## Raw data

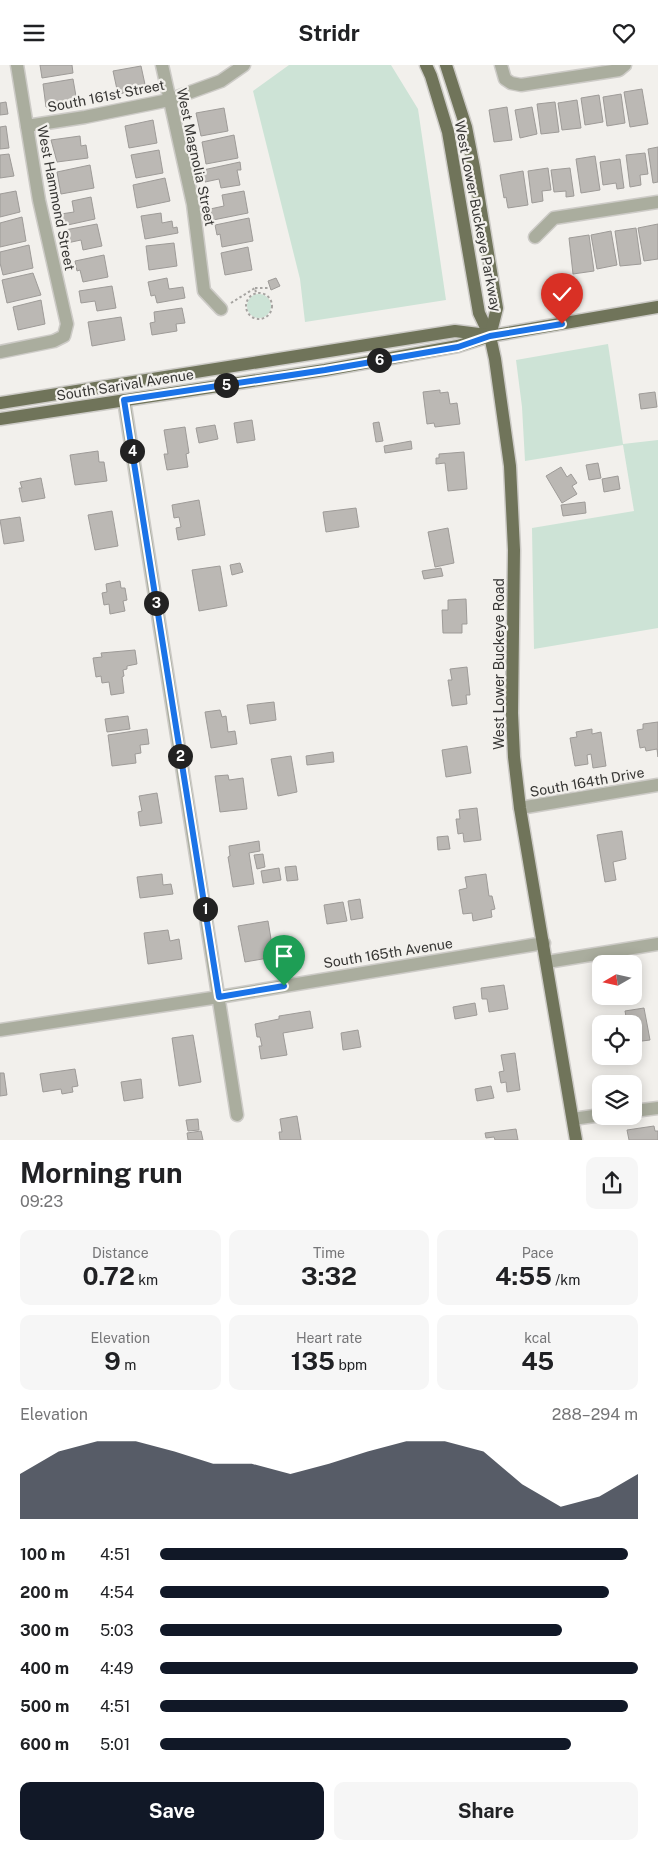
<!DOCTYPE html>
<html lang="en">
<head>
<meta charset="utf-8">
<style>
	:root { --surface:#fff; --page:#f6f6f6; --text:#202124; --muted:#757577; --accent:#111827 }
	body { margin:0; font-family:"Public Sans",sans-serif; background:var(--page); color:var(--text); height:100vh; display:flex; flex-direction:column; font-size:19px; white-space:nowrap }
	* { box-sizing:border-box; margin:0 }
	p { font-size:16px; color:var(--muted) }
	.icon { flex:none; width:28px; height:28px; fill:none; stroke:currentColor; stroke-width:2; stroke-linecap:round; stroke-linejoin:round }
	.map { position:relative; height:1075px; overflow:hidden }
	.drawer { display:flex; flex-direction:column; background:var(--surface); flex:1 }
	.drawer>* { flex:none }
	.needle { width:32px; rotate:261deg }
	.controls { position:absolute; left:592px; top:890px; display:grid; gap:10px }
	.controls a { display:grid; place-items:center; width:50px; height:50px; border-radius:10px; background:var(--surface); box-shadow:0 2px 12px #0003; font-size:25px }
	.pin { position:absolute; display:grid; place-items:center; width:42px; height:42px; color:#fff; margin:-51px -21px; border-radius:50% 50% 50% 0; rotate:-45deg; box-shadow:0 0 5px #0007 }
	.pin .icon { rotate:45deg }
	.km { position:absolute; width:25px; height:25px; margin:-12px; border-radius:50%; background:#222; color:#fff; font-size:14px; line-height:25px; text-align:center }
	.round { display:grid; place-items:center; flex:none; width:52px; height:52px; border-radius:10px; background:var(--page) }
	.head { display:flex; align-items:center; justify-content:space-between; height:85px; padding:0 20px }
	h1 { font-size:28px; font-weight:700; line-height:38px }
	.stats { display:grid; grid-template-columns:repeat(3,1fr); gap:8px; height:85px; padding:5px 20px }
	.stats div { display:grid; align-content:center; border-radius:10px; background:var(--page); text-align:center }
	.stats b { font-size:25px; font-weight:700 }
	.stats small { font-size:14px; font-weight:400 }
	.stats p { font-size:14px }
	.chart { height:140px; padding:10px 20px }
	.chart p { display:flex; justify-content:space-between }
	.chart svg { width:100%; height:90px; margin-top:5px; fill:var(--accent); opacity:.7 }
	.action { display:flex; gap:10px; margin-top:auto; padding:10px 20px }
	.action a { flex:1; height:58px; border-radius:10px; background:var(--accent); color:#fff; font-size:20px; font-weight:700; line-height:58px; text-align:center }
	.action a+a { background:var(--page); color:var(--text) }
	ul { padding:0 20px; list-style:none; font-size:16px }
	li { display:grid; grid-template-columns:80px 60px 1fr; align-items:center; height:38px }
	li i { height:12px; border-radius:6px; background:var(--accent) }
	header { display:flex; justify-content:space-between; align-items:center; height:65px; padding:0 20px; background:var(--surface); font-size:22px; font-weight:700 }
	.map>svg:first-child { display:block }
</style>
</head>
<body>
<header><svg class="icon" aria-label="menu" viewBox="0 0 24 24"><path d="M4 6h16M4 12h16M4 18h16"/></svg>Stridr<svg class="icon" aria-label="heart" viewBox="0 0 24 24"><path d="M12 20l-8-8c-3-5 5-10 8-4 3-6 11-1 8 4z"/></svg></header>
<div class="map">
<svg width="658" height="1075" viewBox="0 0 658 1075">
	<rect width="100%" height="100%" fill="#f2f0ec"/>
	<g fill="#cde3d6">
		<path d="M289,0H391L418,44L446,235L305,257L300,214L253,26Z"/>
		<circle cx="259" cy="241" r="12"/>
		<path d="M608,279L623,379L658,375V563L534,584L532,463L634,446L623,380L525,396L522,342L516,295Z"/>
	</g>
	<g fill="#bbb8b4" stroke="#9e9b98">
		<path d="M40,0H72L73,8L42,13Z"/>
		<path d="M141,1L146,24L118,29L113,6Z"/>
		<path d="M73,14L77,37L46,42L43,19Z"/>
		<path d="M642,24L648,59L630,62L624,27Z"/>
		<path d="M621,29L625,58L607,61L603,32Z"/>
		<path d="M599,30L603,57L585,60L581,33Z"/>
		<path d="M577,35L581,63L562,65L558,38Z"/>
		<path d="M6,37L8,49L0,50V38Z"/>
		<path d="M555,37L559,67L541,69L537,39Z"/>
		<path d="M507,42L512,75L494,77L489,45Z"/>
		<path d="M532,42L537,69L520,73L515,45Z"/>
		<path d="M224,43L228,66L201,71L196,48Z"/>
		<path d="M153,55L157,78L129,83L125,61Z"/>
		<path d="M6,61L9,83L0,84V62Z"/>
		<path d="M234,70L238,93L206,99L202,77Z"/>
		<path d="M80,71L81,81L86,80L88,93L57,97L51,75Z"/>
		<path d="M658,82V117L653,118L648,84Z"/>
		<path d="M159,85L163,108L136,113L131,90Z"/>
		<path d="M645,88L648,109L640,110L641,120L630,122L626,90Z"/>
		<path d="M9,89L14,111L0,113V90Z"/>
		<path d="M595,91L600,125L581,128L576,94Z"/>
		<path d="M620,94L624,123L617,124L616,118L603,120L600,97Z"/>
		<path d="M240,97L241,105H237L240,120L221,123L219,114L205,117L203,105Z"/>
		<path d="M90,100L94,123L61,129L57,107Z"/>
		<path d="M548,103L551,125L542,126L543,136L532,138L528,106Z"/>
		<path d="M570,103L574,131L566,132V126L554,127L551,105Z"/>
		<path d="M523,106L528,140L508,143L506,132L504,133L500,110Z"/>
		<path d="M165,113L170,136L137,143L133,120Z"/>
		<path d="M16,126L20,147L0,152V129Z"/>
		<path d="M244,126L248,148L213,155L210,144L224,141L222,130Z"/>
		<path d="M91,132L95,154L63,161L61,149L74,147L72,136Z"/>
		<path d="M161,148L162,158L172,156L173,163L177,162L178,168L145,174L141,151Z"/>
		<path d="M22,152L26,176L0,182V158Z"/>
		<path d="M249,153L253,176L222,182L220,169L217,170L215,160Z"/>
		<path d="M97,159L102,181L83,185L81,175L67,178L65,165Z"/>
		<path d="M658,159V194L644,196L638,163Z"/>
		<path d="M636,163L641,199L620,201L615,166Z"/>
		<path d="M611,166L617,200L597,204L591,170Z"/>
		<path d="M589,170L594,206L573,209L569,173Z"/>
		<path d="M174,178L177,201L149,205L146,181Z"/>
		<path d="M29,180L33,203L3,210L0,198V187Z"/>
		<path d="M248,182L252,205L225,210L221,188Z"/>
		<path d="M104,190L108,212L83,217L80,205L77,206L75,196Z"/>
		<path d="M33,208L41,230L7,238L2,215Z"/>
		<path d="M167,213L169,224L183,222L185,233L157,238L155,230L151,231L148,217Z"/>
		<path d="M276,213L280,221L271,225L268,216Z"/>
		<path d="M112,221L116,243L97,246L95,236L81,238L79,226Z"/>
		<path d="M41,235L45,259L18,265L13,242Z"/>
		<path d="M182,243L185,258L176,259L177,266L152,270L150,258L155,257L154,247Z"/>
		<path d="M121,252L125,275L92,281L88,257Z"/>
		<path d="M440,325V328L448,327L450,339L457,338L460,359L435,362L434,358L427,359L423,327Z"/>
		<path d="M655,327L657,342L641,344L639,329Z"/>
		<path d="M252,355L255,375L237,378L234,358Z"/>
		<path d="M379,357L383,376L376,377L373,358Z"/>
		<path d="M215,360L218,374L199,378L196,363Z"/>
		<path d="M185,362L189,388L186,389L188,402L167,405L164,389H168L164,365Z"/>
		<path d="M411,376L412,384L385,388L384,381Z"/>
		<path d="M98,386L99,397H104L107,416L75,420L70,390Z"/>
		<path d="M464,387L467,424L448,426L445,398L436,399V393H439V389Z"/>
		<path d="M598,398L601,413L589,415L586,400Z"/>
		<path d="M561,402L567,412L571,409L577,418L572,421L577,429L562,438L546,411Z"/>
		<path d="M618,411L620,424L604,427L602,414Z"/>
		<path d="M41,413L45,433L22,437L19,423H22L20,417Z"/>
		<path d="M199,435L205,470L178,475L176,463L181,462L179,452L174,453L172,440Z"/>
		<path d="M585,437L586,448L563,451L561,440Z"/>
		<path d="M356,443L359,462L326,467L323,447Z"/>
		<path d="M112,446L118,481L95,485L88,450Z"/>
		<path d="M20,452L24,476L4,479L0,455Z"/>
		<path d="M448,463L454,498L435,502L428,467Z"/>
		<path d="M240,498L243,507L232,510L230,500Z"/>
		<path d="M220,501L227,541L199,546L192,505Z"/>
		<path d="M441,503L443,511L424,514L422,506Z"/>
		<path d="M120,516L121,523H125L127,535L123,536L125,546L110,549L109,539L104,540L102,528L107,527L106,519Z"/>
		<path d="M466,534L467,559H462V568H443L442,545H448V535Z"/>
		<path d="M135,585L137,599L127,601V604L123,605L124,611L122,612L124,628L111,630L109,617L102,618L101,611L96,612L93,593L102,592L101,588Z"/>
		<path d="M467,602L470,630H466L467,639L452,641L448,615H452L450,604Z"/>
		<path d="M274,637L276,655L250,659L247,640Z"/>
		<path d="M220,645L222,652L226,651L228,667L235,666L237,679L211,683L205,647Z"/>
		<path d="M128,651L130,664L107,667L105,654Z"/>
		<path d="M658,657V692L657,684L646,686L645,682L640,683L637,665L643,664V659Z"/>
		<path d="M147,664L149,679L140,680L141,688L135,689L136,698L112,701L108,670Z"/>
		<path d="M592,664V669L601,667L606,701L593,703L591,689L587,690L588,699L575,701L570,673L577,672L576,667Z"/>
		<path d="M467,681L471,708L446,712L442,685Z"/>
		<path d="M333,687L334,697L307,700L306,691Z"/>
		<path d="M291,691L297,727L278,731L271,694Z"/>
		<path d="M228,710L229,715L243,713L247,744L220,747L215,711Z"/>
		<path d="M157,728L162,758L140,761L138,747L142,746L139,731Z"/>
		<path d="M477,743L481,775L464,777L463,768L458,769L456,754H460L459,745Z"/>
		<path d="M622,766L626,794L613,797L616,815L605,817L597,770Z"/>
		<path d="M448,771L450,784L438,785L437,772Z"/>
		<path d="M259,776L260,786L249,788L254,819L233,822L228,792L230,791L229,781Z"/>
		<path d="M263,789L265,802L257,804L254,790Z"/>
		<path d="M296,801L298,815L287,816L285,802Z"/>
		<path d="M279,803L281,815L263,818L261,806Z"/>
		<path d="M162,809L163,820L171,819L173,829L140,833L137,812Z"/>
		<path d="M486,809L489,831H492L495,844L491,845L492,852L473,856L472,848L463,849L459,825L467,823L465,812Z"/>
		<path d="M360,834L363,853L351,855L348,836Z"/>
		<path d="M343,837L347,856L327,859L324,840Z"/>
		<path d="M268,856L274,892L245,897L238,861Z"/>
		<path d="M168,865L170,876L179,874L182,894L148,899L144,868Z"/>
		<path d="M504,920L508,944L489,947L487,934H482L481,923Z"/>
		<path d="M475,938L477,950L455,954L453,942Z"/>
		<path d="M644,943L650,975L634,977V959H624L627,957L625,946Z"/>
		<path d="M310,946L313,963L283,968L287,990L261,994L259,981H262L260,972H257L255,959L279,954V951Z"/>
		<path d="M358,965L361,982L343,985L341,968Z"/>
		<path d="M193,970L201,1017L179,1021L172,973Z"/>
		<path d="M515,988L520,1025L507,1027L506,1017L501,1018L499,1007L504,1006L501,990Z"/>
		<path d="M75,1004L78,1021L72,1022L73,1027L62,1029L61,1024L43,1027L40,1009Z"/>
		<path d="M0,1008H4L7,1030L0,1031Z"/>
		<path d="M141,1014L143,1033L124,1036L121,1017Z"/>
		<path d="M491,1021L494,1033L477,1036L475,1024Z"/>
		<path d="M297,1051L301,1075H280L279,1067H282L280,1054Z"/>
		<path d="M198,1054L199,1065L188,1066L186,1055Z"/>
		<path d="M654,1061L655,1066H658V1075H629L627,1065Z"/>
		<path d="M516,1064L518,1075H495L494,1072L486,1073L485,1068Z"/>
		<path d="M201,1066L203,1075H188L187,1068Z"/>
	</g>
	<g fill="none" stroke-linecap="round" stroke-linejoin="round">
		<defs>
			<g id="minor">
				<path d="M162,0L193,139L204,226L221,244"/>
				<path d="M501,0L505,14L511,18L521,20L619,5L625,0"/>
				<path d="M27,61L85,52L169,35L221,16L244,0"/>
				<path d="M535,172L554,153L658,137"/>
				<path d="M0,287L54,276L64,271L67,259L39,135L17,0"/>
				<path d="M124,335L237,1050"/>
				<path d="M520,743L658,720"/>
				<path d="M547,897L658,879"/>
				<path d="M0,965L219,932L544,878"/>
				<path d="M634,1046L658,1043"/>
				<path d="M573,1054L601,1050"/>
			</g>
			<g id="major">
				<path d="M426,0L431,11L448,67L479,248L490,271L495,294L510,401L514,485L512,648L514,692L520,743L576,1075"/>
				<path d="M446,0L466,62L474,103L497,243L490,271"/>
				<path d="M0,338L455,266L487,270"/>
				<path d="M0,354L325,305L458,281L490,271L658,242"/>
			</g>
		</defs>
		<use href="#minor" stroke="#cdcbc7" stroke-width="15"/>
		<use href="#major" stroke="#cdcbc7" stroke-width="15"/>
		<g stroke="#a6a4a1" stroke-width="2" stroke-dasharray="2.5 2.5" stroke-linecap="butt">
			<path d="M255,223H269"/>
			<circle cx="259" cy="241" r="13"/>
			<path d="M231,238L255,223L256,228"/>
		</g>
		<use href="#minor" stroke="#aaad9e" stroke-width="12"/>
		<use href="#major" stroke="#70745a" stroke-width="12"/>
	</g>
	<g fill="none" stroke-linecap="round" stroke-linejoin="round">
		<defs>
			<path id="route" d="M284,921L219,932L124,335L325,305L458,282L490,271L562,259"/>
		</defs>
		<use href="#route" stroke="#fff" stroke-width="10"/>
		<use href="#route" stroke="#1a73e8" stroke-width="6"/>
	</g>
	<g text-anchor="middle" stroke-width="4.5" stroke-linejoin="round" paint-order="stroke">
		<g font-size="14" fill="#373634" stroke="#f2f0ec">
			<text transform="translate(106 31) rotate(-11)" y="5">South 161st Street</text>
			<text transform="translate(196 92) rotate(78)" y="5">West Magnolia Street</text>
			<text transform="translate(56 133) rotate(79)" y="5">West Hammond Street</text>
			<text transform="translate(478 151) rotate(79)" y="5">West Lower Buckeye Parkway</text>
			<text transform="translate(125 320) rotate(-9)" y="5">South Sarival Avenue</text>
			<text transform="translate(499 599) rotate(-90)" y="5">West Lower Buckeye Road</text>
			<text transform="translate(587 717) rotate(-10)" y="5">South 164th Drive</text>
			<text transform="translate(388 888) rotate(-9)" y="5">South 165th Avenue</text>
		</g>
	</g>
</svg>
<div class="controls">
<a><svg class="needle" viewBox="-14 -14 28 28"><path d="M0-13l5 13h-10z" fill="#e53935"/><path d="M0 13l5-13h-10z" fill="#757577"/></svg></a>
<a><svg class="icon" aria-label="locate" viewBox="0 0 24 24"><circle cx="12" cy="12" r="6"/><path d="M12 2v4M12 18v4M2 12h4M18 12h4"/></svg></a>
<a><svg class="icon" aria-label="layers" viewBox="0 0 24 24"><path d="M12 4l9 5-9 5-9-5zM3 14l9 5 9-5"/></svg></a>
</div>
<div class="pin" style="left:284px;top:921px;background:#1e9e55"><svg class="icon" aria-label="arrive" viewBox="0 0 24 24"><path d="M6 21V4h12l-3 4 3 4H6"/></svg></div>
<div class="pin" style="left:562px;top:259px;background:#d93025"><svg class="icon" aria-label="check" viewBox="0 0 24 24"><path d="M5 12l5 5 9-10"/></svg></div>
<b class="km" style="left:205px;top:844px">1</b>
<b class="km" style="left:180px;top:691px">2</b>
<b class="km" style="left:156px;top:538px">3</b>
<b class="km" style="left:132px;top:386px">4</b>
<b class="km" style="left:226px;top:320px">5</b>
<b class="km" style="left:379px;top:295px">6</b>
</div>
<section class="drawer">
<div class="head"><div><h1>Morning run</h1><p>09:23</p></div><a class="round"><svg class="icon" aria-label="share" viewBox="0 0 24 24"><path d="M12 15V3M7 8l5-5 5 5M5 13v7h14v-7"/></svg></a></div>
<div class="stats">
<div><p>Distance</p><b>0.72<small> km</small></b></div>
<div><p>Time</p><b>3:32</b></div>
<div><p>Pace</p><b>4:55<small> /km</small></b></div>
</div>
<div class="stats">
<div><p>Elevation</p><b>9<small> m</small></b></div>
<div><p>Heart rate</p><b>135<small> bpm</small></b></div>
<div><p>kcal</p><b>45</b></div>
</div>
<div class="chart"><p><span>Elevation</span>288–294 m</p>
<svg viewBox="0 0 160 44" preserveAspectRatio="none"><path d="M0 44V22L10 11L20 6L30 6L40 11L50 17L60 17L70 22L80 17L90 11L100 6L110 6L120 11L130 27L140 38L150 33L160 22V44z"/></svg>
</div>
<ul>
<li><b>100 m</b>4:51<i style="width:98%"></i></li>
<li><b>200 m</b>4:54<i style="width:94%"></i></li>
<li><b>300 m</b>5:03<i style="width:84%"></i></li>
<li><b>400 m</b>4:49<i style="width:100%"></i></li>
<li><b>500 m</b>4:51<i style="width:98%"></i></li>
<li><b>600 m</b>5:01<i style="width:86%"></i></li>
</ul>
<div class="action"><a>Save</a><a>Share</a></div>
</section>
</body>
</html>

## Assigned task
In the records above, find each line that mentions the string "direction", then copy it.

## Written answer
	body { margin:0; font-family:"Public Sans",sans-serif; background:var(--page); color:var(--text); height:100vh; display:flex; flex-direction:column; font-size:19px; white-space:nowrap }
	.drawer { display:flex; flex-direction:column; background:var(--surface); flex:1 }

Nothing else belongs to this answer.